* Required work:
Your output should be the listing itself, repeated exactly.
------------------------------------------------
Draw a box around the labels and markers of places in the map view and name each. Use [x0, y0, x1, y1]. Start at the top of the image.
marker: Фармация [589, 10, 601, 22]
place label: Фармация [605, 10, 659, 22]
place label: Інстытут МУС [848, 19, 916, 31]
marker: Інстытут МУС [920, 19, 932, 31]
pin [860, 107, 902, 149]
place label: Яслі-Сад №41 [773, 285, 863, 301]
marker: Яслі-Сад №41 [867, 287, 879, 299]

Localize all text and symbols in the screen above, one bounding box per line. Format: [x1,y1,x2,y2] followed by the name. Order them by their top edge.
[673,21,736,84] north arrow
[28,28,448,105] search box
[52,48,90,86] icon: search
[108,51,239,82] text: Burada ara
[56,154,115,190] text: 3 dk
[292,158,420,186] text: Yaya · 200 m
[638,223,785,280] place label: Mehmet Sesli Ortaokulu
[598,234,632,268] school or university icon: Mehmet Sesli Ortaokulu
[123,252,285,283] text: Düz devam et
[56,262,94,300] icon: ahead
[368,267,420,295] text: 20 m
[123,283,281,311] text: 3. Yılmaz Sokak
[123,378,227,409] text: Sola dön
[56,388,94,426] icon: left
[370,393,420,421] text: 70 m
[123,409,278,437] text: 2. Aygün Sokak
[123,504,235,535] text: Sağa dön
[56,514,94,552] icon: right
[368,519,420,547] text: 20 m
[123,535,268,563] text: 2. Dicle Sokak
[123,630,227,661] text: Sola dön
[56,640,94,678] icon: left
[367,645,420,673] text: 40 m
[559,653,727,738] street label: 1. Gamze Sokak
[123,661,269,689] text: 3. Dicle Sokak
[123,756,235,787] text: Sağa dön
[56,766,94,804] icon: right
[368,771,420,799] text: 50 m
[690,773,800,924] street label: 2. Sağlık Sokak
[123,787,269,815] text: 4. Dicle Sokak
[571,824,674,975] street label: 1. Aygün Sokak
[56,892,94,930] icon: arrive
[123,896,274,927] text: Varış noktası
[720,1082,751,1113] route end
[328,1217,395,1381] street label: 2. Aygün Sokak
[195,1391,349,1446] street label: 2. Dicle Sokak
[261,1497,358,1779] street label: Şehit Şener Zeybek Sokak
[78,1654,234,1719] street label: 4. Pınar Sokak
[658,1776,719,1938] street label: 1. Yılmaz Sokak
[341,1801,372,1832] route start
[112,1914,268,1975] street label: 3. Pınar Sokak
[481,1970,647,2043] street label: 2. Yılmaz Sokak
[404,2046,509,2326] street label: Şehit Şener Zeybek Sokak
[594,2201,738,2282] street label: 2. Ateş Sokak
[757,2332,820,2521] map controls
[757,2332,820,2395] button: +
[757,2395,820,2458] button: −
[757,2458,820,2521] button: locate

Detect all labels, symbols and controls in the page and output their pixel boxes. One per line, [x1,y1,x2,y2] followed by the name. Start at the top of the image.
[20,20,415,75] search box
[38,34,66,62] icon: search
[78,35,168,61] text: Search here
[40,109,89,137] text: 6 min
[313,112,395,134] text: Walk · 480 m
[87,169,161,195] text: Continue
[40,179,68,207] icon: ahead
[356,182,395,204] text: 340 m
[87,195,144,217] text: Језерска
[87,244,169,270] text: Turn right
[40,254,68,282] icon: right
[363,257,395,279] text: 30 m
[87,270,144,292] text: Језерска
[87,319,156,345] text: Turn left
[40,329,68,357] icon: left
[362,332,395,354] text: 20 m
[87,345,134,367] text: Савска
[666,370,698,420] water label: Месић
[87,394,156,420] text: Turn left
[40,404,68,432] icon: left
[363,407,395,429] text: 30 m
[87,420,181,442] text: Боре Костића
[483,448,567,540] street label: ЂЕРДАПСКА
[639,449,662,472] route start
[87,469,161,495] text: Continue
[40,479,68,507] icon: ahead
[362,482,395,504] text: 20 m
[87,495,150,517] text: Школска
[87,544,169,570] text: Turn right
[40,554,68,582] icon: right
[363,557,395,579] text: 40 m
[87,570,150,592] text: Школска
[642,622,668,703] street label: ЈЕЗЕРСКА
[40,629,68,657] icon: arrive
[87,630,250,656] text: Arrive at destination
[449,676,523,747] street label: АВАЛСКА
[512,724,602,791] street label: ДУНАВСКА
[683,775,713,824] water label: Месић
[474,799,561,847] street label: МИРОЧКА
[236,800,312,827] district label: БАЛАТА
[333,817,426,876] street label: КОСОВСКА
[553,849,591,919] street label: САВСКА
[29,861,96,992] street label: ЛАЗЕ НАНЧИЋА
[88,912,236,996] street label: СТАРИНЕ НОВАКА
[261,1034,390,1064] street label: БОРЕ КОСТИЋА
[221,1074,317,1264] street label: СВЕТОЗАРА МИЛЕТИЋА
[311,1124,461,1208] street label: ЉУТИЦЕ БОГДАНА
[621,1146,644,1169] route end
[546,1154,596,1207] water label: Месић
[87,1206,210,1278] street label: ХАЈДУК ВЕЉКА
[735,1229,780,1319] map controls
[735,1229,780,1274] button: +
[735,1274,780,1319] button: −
------------------------------------------------
* Answer to this exercise:
Draw a box around the labels and markers of places in the map view and name each. Use [x0, y0, x1, y1]. Start at the top of the image.
marker: Фармация [589, 10, 601, 22]
place label: Фармация [605, 10, 659, 22]
place label: Інстытут МУС [848, 19, 916, 31]
marker: Інстытут МУС [920, 19, 932, 31]
pin [860, 107, 902, 149]
place label: Яслі-Сад №41 [773, 285, 863, 301]
marker: Яслі-Сад №41 [867, 287, 879, 299]

Localize all text and symbols in the screen above, one bounding box per line. Format: [x1,y1,x2,y2] followed by the name. Order them by their top edge.
[673,21,736,84] north arrow
[28,28,448,105] search box
[52,48,90,86] icon: search
[108,51,239,82] text: Burada ara
[56,154,115,190] text: 3 dk
[292,158,420,186] text: Yaya · 200 m
[638,223,785,280] place label: Mehmet Sesli Ortaokulu
[598,234,632,268] school or university icon: Mehmet Sesli Ortaokulu
[123,252,285,283] text: Düz devam et
[56,262,94,300] icon: ahead
[368,267,420,295] text: 20 m
[123,283,281,311] text: 3. Yılmaz Sokak
[123,378,227,409] text: Sola dön
[56,388,94,426] icon: left
[370,393,420,421] text: 70 m
[123,409,278,437] text: 2. Aygün Sokak
[123,504,235,535] text: Sağa dön
[56,514,94,552] icon: right
[368,519,420,547] text: 20 m
[123,535,268,563] text: 2. Dicle Sokak
[123,630,227,661] text: Sola dön
[56,640,94,678] icon: left
[367,645,420,673] text: 40 m
[559,653,727,738] street label: 1. Gamze Sokak
[123,661,269,689] text: 3. Dicle Sokak
[123,756,235,787] text: Sağa dön
[56,766,94,804] icon: right
[368,771,420,799] text: 50 m
[690,773,800,924] street label: 2. Sağlık Sokak
[123,787,269,815] text: 4. Dicle Sokak
[571,824,674,975] street label: 1. Aygün Sokak
[56,892,94,930] icon: arrive
[123,896,274,927] text: Varış noktası
[720,1082,751,1113] route end
[328,1217,395,1381] street label: 2. Aygün Sokak
[195,1391,349,1446] street label: 2. Dicle Sokak
[261,1497,358,1779] street label: Şehit Şener Zeybek Sokak
[78,1654,234,1719] street label: 4. Pınar Sokak
[658,1776,719,1938] street label: 1. Yılmaz Sokak
[341,1801,372,1832] route start
[112,1914,268,1975] street label: 3. Pınar Sokak
[481,1970,647,2043] street label: 2. Yılmaz Sokak
[404,2046,509,2326] street label: Şehit Şener Zeybek Sokak
[594,2201,738,2282] street label: 2. Ateş Sokak
[757,2332,820,2521] map controls
[757,2332,820,2395] button: +
[757,2395,820,2458] button: −
[757,2458,820,2521] button: locate

Detect all labels, symbols and controls in the page and output their pixel boxes. One per line, [x1,y1,x2,y2] followed by the name. Start at the top of the image.
[20,20,415,75] search box
[38,34,66,62] icon: search
[78,35,168,61] text: Search here
[40,109,89,137] text: 6 min
[313,112,395,134] text: Walk · 480 m
[87,169,161,195] text: Continue
[40,179,68,207] icon: ahead
[356,182,395,204] text: 340 m
[87,195,144,217] text: Језерска
[87,244,169,270] text: Turn right
[40,254,68,282] icon: right
[363,257,395,279] text: 30 m
[87,270,144,292] text: Језерска
[87,319,156,345] text: Turn left
[40,329,68,357] icon: left
[362,332,395,354] text: 20 m
[87,345,134,367] text: Савска
[666,370,698,420] water label: Месић
[87,394,156,420] text: Turn left
[40,404,68,432] icon: left
[363,407,395,429] text: 30 m
[87,420,181,442] text: Боре Костића
[483,448,567,540] street label: ЂЕРДАПСКА
[639,449,662,472] route start
[87,469,161,495] text: Continue
[40,479,68,507] icon: ahead
[362,482,395,504] text: 20 m
[87,495,150,517] text: Школска
[87,544,169,570] text: Turn right
[40,554,68,582] icon: right
[363,557,395,579] text: 40 m
[87,570,150,592] text: Школска
[642,622,668,703] street label: ЈЕЗЕРСКА
[40,629,68,657] icon: arrive
[87,630,250,656] text: Arrive at destination
[449,676,523,747] street label: АВАЛСКА
[512,724,602,791] street label: ДУНАВСКА
[683,775,713,824] water label: Месић
[474,799,561,847] street label: МИРОЧКА
[236,800,312,827] district label: БАЛАТА
[333,817,426,876] street label: КОСОВСКА
[553,849,591,919] street label: САВСКА
[29,861,96,992] street label: ЛАЗЕ НАНЧИЋА
[88,912,236,996] street label: СТАРИНЕ НОВАКА
[261,1034,390,1064] street label: БОРЕ КОСТИЋА
[221,1074,317,1264] street label: СВЕТОЗАРА МИЛЕТИЋА
[311,1124,461,1208] street label: ЉУТИЦЕ БОГДАНА
[621,1146,644,1169] route end
[546,1154,596,1207] water label: Месић
[87,1206,210,1278] street label: ХАЈДУК ВЕЉКА
[735,1229,780,1319] map controls
[735,1229,780,1274] button: +
[735,1274,780,1319] button: −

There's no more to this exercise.